■ TASK TO COMPLETE
Provide only the number of lines in the records where "edge" appears.

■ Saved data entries
- Opening Delimiter -

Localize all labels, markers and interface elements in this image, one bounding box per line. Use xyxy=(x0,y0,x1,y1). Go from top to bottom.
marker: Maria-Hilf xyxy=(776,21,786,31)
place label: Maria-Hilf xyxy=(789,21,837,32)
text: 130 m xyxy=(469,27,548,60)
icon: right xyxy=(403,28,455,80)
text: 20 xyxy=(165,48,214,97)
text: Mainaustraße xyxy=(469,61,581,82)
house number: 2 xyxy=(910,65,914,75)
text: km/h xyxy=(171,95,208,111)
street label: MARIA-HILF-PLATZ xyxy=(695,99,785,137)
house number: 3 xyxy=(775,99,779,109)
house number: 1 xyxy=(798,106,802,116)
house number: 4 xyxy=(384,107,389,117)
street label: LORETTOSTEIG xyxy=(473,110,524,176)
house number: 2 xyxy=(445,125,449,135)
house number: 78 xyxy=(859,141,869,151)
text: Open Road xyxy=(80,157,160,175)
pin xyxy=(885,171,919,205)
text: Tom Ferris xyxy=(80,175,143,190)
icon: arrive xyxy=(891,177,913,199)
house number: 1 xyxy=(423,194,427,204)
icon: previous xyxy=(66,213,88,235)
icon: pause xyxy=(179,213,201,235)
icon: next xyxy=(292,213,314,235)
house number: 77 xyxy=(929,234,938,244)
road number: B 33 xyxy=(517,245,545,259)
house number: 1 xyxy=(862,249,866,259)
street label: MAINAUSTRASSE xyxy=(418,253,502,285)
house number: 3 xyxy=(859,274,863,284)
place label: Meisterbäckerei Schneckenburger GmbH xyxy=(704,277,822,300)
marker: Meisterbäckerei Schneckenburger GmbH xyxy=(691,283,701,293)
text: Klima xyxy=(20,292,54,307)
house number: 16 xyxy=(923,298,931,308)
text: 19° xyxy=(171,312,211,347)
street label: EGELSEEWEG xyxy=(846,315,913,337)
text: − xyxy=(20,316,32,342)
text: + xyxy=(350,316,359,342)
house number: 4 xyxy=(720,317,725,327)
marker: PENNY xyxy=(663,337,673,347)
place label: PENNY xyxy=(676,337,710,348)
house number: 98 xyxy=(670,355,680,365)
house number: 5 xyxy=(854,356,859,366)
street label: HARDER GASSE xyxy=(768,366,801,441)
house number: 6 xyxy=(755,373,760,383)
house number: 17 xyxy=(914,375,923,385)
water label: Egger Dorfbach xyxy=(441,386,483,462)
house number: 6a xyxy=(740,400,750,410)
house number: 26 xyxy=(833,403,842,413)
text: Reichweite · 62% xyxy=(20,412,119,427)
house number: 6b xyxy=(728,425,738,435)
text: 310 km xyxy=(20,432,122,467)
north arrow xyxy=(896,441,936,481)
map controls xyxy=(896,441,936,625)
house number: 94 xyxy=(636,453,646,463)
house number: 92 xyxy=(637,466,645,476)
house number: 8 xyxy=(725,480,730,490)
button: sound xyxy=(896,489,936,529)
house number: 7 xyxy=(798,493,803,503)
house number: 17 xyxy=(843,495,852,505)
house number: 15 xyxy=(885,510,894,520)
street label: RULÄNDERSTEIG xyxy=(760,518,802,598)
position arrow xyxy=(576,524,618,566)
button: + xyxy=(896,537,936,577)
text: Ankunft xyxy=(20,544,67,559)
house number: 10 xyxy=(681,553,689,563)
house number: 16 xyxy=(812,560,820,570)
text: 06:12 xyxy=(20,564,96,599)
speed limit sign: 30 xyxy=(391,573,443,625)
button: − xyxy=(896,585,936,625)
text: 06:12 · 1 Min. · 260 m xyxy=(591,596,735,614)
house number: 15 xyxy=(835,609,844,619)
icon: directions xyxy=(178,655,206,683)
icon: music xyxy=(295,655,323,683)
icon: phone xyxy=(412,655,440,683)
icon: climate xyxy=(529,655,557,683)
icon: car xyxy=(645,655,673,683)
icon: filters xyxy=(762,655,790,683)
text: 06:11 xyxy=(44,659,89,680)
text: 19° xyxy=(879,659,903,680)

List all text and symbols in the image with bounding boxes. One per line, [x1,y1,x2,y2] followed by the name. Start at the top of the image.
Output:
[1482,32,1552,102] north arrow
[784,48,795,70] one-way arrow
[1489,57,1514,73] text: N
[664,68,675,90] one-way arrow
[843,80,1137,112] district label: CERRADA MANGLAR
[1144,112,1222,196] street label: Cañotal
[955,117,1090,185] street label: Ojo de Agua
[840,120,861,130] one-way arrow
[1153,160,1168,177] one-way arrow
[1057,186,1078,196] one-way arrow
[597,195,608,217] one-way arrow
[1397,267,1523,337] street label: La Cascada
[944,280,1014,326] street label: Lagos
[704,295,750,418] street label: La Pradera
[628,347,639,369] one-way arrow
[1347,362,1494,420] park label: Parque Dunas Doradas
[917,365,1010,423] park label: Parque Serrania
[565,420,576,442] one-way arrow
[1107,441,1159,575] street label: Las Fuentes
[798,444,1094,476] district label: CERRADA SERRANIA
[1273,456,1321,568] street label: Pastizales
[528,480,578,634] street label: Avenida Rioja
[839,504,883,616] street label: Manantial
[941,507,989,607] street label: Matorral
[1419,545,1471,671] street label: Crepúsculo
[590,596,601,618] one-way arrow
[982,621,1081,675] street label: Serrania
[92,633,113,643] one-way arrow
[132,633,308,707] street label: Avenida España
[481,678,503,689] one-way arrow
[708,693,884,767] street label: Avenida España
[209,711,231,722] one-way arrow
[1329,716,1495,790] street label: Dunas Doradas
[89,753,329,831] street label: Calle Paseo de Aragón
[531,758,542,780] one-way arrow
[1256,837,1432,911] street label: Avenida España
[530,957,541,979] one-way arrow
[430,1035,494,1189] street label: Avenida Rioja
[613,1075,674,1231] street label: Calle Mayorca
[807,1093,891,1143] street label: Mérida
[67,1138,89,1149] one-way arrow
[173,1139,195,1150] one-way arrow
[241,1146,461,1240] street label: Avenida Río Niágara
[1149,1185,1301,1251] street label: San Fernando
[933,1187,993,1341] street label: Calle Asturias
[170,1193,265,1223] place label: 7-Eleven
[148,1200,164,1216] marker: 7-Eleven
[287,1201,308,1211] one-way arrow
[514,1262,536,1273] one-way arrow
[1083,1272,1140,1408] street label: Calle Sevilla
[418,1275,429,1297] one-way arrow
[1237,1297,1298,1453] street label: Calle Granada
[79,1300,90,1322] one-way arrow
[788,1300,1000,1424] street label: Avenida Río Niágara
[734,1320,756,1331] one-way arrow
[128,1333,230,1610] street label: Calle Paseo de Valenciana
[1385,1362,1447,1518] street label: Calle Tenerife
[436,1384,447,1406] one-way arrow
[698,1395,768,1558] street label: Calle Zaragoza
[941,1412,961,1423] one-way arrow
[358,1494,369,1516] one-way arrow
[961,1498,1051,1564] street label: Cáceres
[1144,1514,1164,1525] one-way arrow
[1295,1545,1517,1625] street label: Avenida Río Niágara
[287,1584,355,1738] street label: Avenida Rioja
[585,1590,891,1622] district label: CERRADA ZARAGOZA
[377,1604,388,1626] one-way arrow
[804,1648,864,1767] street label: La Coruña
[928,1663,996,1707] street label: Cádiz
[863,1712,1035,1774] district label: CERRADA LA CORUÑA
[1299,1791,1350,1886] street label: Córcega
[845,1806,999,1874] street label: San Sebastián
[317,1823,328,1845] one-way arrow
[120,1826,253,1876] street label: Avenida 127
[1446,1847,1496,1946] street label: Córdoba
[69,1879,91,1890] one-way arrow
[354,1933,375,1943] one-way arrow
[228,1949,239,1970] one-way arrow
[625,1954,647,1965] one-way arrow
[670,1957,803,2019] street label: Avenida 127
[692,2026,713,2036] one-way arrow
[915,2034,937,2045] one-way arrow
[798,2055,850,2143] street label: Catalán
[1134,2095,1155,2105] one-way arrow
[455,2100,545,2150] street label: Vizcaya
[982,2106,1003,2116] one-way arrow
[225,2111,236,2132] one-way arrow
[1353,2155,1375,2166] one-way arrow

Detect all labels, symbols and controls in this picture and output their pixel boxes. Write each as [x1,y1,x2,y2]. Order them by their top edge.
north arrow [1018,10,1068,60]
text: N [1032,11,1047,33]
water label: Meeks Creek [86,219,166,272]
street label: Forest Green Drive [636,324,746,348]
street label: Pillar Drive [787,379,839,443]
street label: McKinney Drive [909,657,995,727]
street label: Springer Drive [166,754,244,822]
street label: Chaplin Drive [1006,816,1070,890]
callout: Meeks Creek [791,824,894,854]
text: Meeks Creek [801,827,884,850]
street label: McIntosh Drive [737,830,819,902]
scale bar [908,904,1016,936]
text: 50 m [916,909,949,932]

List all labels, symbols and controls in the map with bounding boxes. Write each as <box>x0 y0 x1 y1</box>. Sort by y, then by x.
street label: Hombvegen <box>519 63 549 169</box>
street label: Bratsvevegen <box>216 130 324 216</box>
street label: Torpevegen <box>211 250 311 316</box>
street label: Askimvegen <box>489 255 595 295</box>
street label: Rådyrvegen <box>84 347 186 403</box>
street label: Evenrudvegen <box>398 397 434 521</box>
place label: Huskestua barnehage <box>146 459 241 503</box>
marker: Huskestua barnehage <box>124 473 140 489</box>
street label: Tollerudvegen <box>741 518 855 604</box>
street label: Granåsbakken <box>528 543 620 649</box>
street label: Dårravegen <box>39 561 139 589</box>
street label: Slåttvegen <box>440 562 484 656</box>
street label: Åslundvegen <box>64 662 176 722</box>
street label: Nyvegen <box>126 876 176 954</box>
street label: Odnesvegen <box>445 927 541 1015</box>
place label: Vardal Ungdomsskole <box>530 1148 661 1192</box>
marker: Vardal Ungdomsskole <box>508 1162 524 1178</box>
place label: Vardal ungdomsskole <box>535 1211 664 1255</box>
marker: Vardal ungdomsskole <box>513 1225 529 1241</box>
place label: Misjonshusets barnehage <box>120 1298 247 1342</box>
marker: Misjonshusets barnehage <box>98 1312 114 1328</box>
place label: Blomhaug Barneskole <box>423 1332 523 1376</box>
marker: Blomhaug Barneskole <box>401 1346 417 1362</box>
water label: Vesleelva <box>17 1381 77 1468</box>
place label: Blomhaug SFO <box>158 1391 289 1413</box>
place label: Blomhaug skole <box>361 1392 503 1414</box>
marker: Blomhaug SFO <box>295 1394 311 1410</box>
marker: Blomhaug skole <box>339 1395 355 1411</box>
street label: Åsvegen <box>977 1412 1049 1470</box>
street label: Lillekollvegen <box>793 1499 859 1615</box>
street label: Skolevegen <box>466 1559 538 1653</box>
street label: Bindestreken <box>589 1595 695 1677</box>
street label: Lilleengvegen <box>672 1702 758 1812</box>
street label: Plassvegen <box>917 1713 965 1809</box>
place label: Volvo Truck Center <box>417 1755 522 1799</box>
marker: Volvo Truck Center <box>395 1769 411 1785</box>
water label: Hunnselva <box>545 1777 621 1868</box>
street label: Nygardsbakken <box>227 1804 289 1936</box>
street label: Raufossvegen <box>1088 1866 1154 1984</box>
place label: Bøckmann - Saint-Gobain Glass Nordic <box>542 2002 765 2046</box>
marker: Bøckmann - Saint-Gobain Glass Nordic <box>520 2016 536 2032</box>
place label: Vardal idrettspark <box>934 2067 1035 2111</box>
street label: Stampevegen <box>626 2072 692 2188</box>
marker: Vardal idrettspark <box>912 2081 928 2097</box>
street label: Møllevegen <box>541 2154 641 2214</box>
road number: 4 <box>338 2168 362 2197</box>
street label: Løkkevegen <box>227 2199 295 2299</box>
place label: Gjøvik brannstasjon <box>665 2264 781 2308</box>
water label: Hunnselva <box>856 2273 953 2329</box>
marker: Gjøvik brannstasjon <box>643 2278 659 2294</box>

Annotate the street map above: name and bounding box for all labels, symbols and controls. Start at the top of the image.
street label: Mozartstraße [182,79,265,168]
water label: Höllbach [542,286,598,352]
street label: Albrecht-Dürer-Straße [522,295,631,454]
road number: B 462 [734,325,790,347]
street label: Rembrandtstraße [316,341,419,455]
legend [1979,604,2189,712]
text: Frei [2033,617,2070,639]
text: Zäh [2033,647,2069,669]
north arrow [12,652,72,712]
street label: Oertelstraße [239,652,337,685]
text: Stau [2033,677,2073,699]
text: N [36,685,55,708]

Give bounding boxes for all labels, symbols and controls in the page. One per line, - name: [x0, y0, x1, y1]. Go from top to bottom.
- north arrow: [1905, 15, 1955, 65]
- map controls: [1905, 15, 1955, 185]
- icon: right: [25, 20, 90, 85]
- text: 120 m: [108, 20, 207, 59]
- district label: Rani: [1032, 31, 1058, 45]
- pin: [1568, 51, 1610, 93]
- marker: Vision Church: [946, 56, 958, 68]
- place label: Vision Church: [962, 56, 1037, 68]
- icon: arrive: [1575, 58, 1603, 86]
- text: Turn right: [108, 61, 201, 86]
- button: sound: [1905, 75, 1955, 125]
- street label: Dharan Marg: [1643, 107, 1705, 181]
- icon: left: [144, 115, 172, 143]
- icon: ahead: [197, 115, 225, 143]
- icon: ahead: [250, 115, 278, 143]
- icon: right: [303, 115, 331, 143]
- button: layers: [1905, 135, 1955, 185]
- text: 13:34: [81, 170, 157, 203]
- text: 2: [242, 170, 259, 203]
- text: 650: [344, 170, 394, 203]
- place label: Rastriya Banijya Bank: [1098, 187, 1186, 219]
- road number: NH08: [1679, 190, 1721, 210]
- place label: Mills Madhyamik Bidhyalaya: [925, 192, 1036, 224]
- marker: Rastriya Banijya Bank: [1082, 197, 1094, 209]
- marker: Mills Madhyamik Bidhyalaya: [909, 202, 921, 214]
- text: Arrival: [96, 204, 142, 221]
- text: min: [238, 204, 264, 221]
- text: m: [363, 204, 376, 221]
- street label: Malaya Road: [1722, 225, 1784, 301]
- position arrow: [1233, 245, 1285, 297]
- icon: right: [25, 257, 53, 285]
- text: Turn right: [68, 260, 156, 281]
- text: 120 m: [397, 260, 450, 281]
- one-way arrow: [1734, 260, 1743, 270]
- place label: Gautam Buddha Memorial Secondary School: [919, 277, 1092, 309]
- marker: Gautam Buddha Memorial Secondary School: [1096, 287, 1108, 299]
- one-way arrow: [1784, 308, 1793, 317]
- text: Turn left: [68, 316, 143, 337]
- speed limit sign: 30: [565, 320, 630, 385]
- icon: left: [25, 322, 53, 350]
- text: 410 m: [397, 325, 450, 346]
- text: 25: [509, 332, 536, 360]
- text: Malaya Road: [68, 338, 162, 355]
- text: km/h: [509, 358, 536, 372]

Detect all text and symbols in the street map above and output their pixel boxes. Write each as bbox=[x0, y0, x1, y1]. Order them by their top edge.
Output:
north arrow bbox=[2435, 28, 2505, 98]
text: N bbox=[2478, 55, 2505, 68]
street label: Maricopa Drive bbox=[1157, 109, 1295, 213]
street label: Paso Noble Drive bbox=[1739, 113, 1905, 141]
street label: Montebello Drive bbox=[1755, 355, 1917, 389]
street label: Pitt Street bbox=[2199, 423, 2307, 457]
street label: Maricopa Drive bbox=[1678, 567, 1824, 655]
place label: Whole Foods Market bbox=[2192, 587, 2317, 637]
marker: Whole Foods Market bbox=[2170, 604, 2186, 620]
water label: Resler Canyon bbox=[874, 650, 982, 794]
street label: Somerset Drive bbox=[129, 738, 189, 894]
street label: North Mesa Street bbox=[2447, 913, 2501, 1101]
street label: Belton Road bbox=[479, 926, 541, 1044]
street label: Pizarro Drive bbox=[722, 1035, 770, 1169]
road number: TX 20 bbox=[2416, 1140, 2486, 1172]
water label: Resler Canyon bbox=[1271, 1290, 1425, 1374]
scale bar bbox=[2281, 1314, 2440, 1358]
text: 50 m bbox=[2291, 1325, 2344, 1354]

- Closing Delimiter -

■ WRITTEN RESPONSE
2